All of lore.kernel.org
 help / color / mirror / Atom feed
* Re: [RFC PATCH gentoolkit] bin: Add merge-driver-ekeyword
       [not found] <20201221034452.307153-1-mattst88@gentoo.org>
@ 2020-12-22 22:40 ` Matt Turner
  2020-12-23 18:11   ` Beat Bolli
  2020-12-23 19:45   ` Junio C Hamano
  0 siblings, 2 replies; 6+ messages in thread
From: Matt Turner @ 2020-12-22 22:40 UTC (permalink / raw)
  To: gentoo-portage-dev; +Cc: git

tl;dr:

I want to handle conflicts automatically on lines like

> KEYWORDS="~alpha ~amd64 ~arm ~arm64 ~hppa ~ia64 ~mips ~ppc ~ppc64 ~riscv ~s390 ~sparc ~x86"

where conflicts frequently happen by adding/removing ~ before the
architecture names or adding/removing whole architectures.

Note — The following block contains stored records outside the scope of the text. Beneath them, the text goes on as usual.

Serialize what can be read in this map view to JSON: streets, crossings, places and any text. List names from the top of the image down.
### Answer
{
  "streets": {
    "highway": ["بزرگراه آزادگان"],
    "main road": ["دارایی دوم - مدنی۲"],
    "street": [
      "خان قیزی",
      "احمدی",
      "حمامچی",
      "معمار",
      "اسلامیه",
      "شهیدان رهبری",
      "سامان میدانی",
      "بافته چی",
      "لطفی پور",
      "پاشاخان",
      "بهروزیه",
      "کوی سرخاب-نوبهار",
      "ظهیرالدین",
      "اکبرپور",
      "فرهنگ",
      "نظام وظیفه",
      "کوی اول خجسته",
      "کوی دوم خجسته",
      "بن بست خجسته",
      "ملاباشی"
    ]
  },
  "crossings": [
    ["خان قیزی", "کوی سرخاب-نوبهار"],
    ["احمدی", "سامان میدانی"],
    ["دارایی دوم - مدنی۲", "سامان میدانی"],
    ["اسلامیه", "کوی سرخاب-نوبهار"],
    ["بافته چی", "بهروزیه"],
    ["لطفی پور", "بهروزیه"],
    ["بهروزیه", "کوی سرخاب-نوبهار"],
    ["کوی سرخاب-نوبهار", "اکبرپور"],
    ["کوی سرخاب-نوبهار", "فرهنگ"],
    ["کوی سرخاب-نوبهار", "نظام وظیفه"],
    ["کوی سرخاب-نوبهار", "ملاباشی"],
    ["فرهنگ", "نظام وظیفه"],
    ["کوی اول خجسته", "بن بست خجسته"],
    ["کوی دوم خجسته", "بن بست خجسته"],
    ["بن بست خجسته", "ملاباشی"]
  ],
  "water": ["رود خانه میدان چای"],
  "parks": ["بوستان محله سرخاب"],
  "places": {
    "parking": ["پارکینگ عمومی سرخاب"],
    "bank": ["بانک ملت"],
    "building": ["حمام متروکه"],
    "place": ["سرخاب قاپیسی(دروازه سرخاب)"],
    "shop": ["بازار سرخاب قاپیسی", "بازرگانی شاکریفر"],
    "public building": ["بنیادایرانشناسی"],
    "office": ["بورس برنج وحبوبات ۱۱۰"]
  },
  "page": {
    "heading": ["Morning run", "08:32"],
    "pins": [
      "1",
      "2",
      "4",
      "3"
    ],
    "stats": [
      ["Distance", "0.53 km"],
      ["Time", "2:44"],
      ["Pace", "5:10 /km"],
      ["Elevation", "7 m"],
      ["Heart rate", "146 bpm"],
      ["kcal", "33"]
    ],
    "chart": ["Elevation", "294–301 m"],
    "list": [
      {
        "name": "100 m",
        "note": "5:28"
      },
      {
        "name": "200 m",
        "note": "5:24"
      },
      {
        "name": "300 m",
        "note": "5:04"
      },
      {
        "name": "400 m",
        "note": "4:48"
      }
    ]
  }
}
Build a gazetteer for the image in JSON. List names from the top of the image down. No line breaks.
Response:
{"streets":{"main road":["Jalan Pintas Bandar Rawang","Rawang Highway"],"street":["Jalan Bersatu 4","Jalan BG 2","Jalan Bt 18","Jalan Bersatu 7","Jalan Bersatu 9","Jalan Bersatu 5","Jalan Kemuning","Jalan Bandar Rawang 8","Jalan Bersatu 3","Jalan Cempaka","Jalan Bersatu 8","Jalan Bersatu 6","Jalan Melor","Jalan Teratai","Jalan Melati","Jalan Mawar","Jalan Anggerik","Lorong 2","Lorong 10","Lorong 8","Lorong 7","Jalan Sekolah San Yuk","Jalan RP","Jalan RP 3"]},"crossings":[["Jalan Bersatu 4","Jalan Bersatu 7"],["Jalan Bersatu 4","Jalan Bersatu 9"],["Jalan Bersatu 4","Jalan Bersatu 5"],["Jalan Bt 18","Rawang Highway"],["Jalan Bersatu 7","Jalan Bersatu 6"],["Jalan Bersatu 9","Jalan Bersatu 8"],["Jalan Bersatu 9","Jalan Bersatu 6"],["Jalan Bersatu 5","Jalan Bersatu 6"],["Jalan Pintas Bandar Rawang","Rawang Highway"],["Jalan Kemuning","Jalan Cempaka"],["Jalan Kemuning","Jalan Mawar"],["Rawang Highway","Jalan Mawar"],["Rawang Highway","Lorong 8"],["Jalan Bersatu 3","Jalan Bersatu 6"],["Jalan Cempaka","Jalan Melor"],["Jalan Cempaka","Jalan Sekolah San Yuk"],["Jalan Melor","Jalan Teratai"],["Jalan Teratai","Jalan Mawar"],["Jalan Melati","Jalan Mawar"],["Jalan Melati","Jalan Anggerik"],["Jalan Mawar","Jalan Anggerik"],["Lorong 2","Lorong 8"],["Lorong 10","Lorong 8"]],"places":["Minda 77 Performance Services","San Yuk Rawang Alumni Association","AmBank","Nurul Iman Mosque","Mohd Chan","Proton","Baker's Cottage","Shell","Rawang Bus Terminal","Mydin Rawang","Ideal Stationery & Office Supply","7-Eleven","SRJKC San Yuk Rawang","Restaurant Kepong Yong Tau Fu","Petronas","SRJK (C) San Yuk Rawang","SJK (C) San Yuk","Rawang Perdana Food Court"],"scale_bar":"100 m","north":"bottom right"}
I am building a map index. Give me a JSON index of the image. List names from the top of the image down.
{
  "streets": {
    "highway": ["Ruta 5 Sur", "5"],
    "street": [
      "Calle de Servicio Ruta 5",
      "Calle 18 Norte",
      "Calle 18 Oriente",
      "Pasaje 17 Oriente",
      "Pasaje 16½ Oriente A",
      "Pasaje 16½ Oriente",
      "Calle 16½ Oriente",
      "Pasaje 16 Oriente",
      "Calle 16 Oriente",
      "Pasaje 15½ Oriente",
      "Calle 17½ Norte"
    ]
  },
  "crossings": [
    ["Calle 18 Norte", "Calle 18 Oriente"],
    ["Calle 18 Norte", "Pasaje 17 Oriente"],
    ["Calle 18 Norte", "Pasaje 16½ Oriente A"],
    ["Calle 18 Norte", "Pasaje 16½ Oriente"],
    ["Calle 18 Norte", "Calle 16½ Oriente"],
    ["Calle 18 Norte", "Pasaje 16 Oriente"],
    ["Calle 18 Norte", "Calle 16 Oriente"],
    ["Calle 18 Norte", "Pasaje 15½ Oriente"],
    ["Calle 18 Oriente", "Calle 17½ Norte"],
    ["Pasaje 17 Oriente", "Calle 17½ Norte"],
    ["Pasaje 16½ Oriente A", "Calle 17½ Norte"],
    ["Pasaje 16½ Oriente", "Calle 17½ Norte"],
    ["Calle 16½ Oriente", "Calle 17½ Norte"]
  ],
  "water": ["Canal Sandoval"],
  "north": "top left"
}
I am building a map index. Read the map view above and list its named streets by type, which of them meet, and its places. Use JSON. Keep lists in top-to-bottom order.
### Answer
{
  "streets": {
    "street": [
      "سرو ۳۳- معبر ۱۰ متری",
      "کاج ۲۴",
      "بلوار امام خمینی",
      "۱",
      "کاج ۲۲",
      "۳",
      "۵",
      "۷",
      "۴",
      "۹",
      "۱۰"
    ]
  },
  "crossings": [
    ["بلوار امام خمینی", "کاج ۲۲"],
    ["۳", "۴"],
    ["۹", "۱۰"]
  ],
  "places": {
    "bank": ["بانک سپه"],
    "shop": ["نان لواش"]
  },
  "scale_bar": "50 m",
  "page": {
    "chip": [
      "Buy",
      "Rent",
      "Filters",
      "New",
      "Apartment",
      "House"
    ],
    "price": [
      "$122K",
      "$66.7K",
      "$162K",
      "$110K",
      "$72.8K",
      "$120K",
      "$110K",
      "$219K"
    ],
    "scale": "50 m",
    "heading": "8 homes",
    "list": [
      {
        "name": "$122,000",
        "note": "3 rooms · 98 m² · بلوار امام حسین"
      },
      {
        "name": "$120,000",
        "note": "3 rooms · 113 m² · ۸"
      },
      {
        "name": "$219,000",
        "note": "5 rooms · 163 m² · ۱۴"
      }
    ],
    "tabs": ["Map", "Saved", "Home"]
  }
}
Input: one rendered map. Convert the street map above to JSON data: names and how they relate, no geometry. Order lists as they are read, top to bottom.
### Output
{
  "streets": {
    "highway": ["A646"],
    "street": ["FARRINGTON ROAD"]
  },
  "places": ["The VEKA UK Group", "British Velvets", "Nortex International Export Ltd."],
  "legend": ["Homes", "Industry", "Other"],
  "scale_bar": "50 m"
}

I don't
know if I should use a custom git merge driver or a custom git merge
strategy.


So the program in the patch below works, but it's not ideal, because
it rejects any hunks that don't touch the KEYWORDS=... assignment.

As I understand it, a custom git merge driver is intended to be used
to merge whole file formats, like JSON. As a result, you configure it
via gitattributes on a per-extension basis.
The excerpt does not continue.